Collected material Start Marker
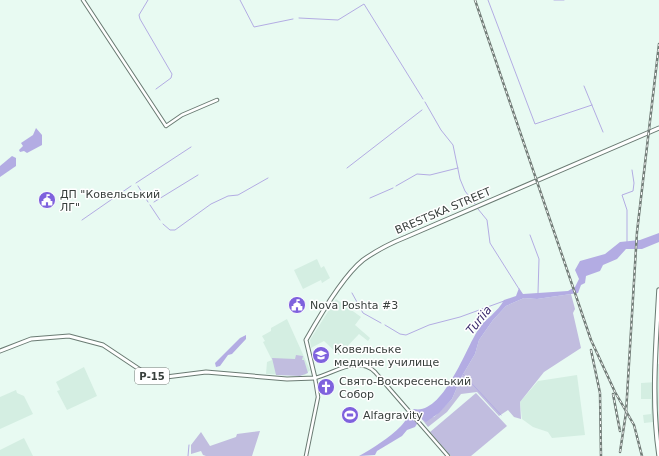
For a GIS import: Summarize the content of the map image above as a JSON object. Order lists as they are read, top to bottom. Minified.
{"streets":{"main road":["BRESTSKA STREET","Р-15"]},"crossings":[["BRESTSKA STREET","Р-15"]],"water":["Turiia"],"places":{"public building":["ДП \"Ковельський ЛГ\"","Nova Poshta #3"],"school or university":["Ковельське медичне училище"],"church":["Свято-Воскресенський Собор"],"sports":["Alfagravity"]}}
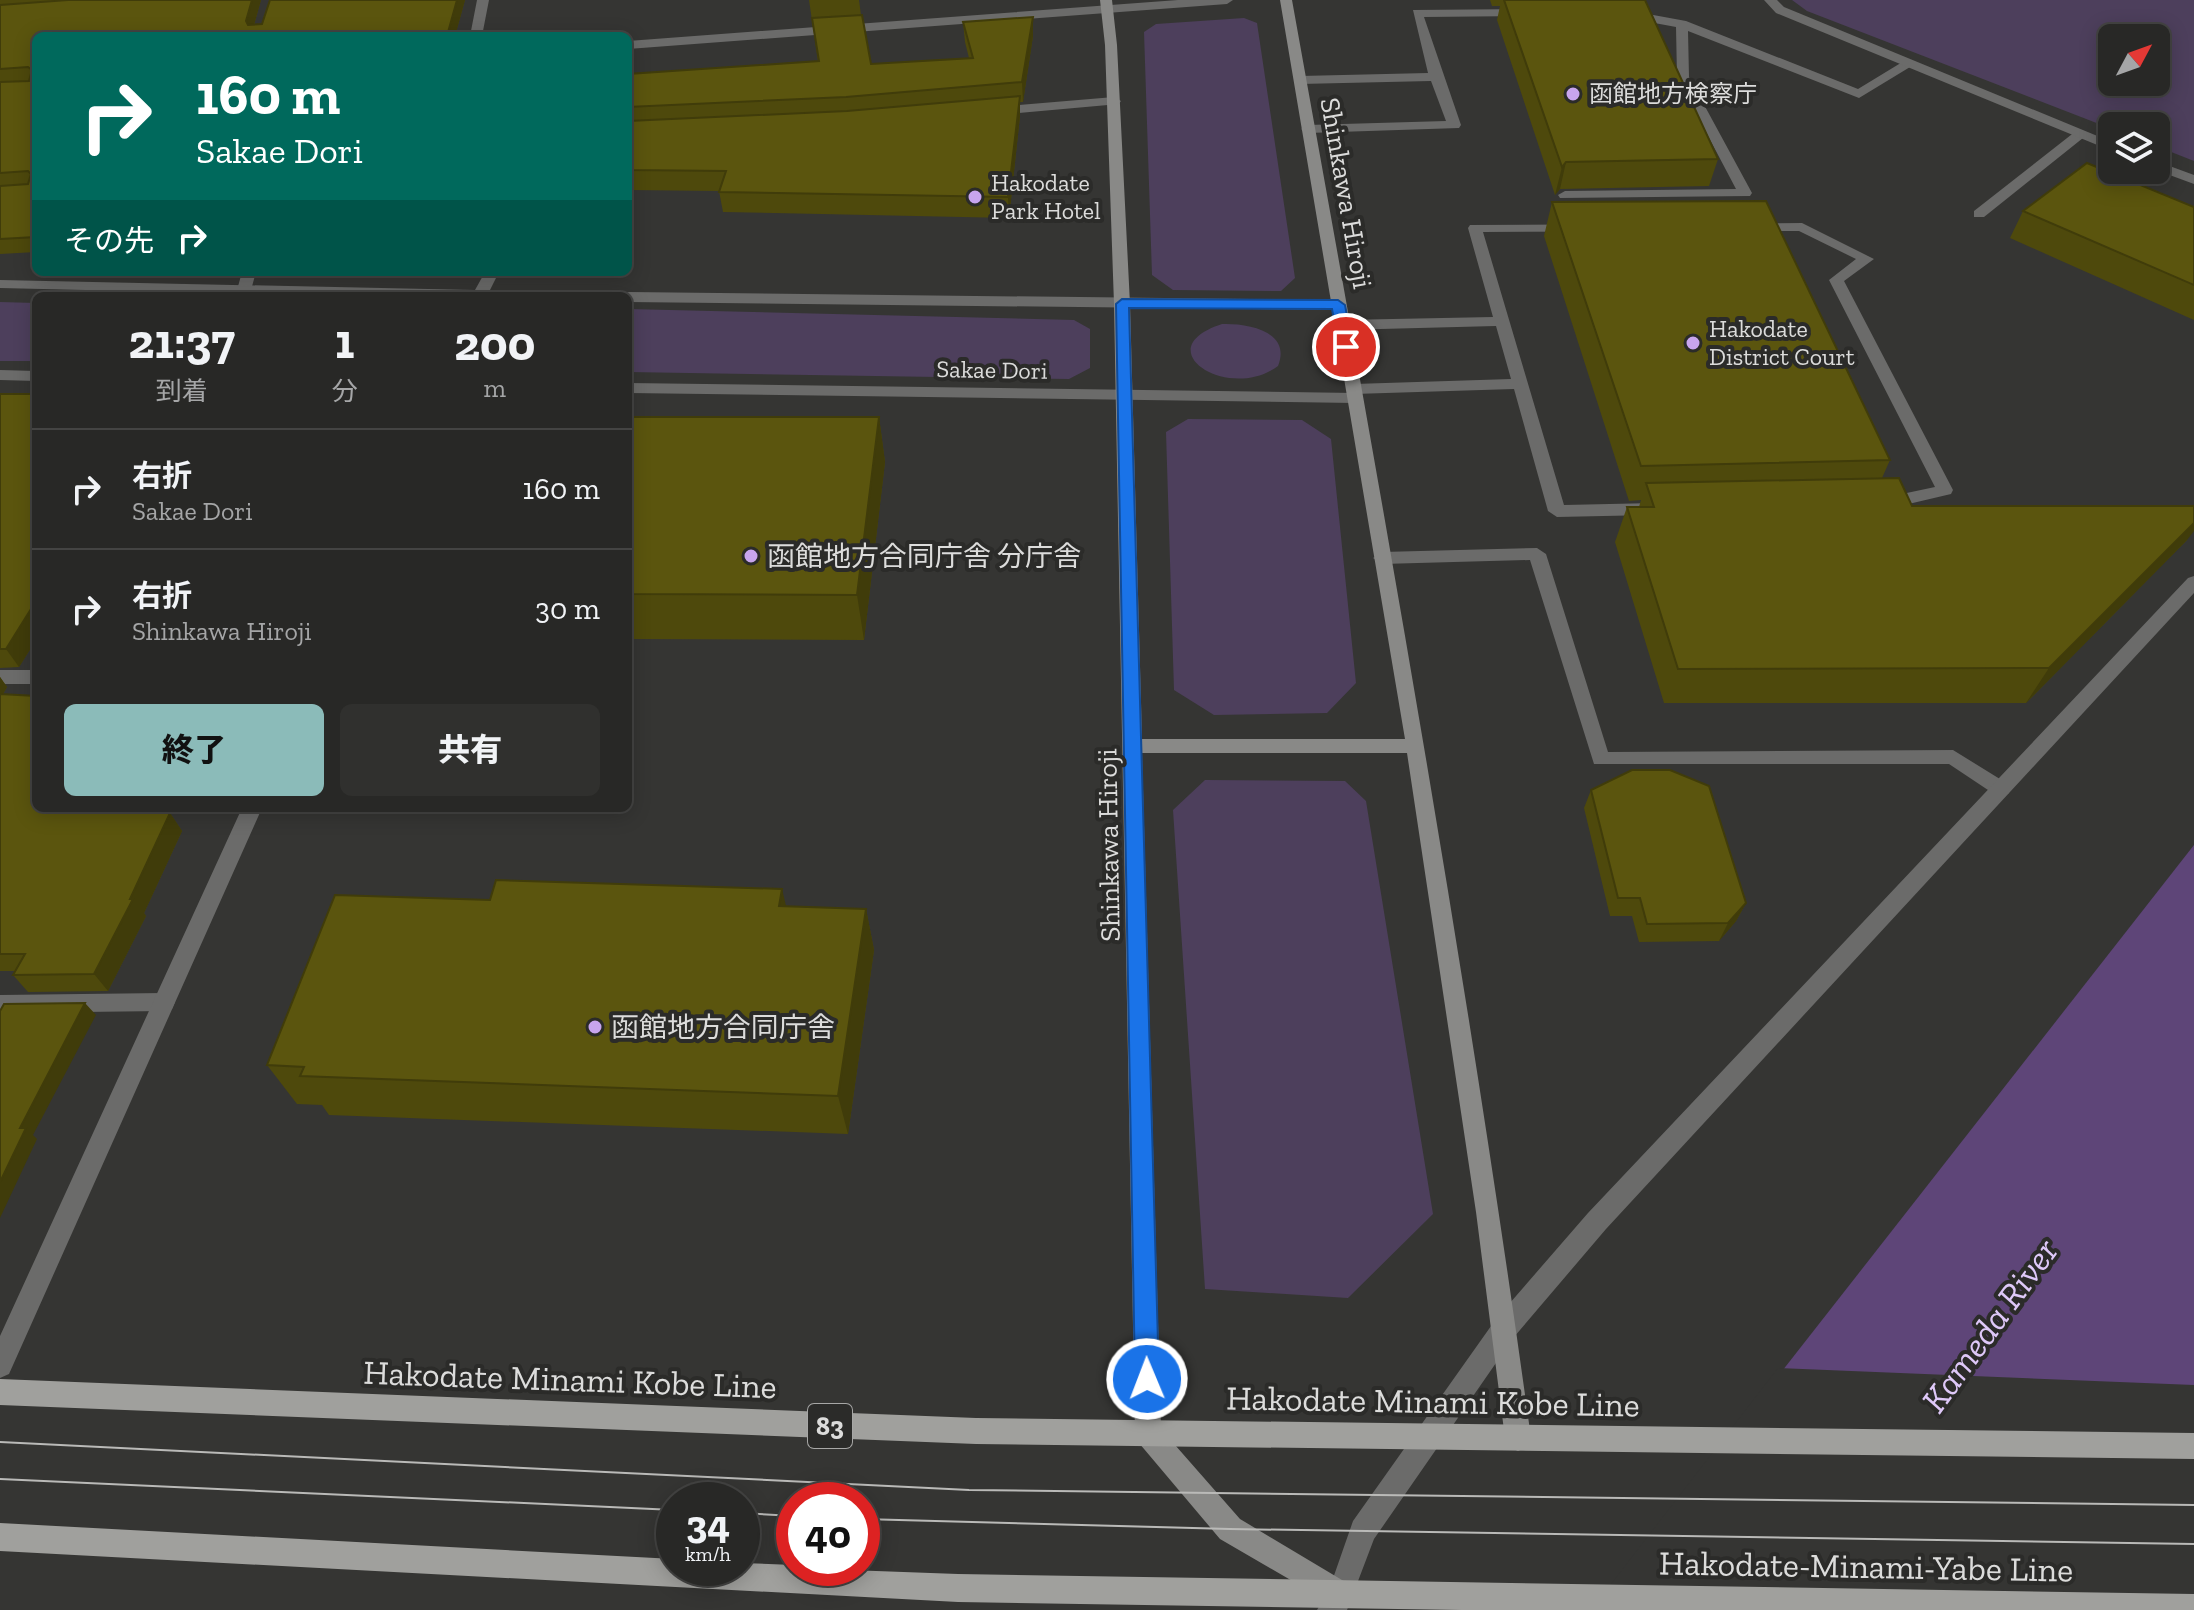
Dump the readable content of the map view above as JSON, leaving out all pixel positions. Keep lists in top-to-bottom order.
Collected material End Marker
Your goal: An exact copy of the data above is required, printed without its pictures.

Completed task:
For a GIS import: Summarize the content of the map image above as a JSON object. Order lists as they are read, top to bottom. Minified.
{"streets":{"main road":["BRESTSKA STREET","Р-15"]},"crossings":[["BRESTSKA STREET","Р-15"]],"water":["Turiia"],"places":{"public building":["ДП \"Ковельський ЛГ\"","Nova Poshta #3"],"school or university":["Ковельське медичне училище"],"church":["Свято-Воскресенський Собор"],"sports":["Alfagravity"]}}
Dump the readable content of the map view above as JSON, leaving out all pixel positions. Keep lists in top-to-bottom order.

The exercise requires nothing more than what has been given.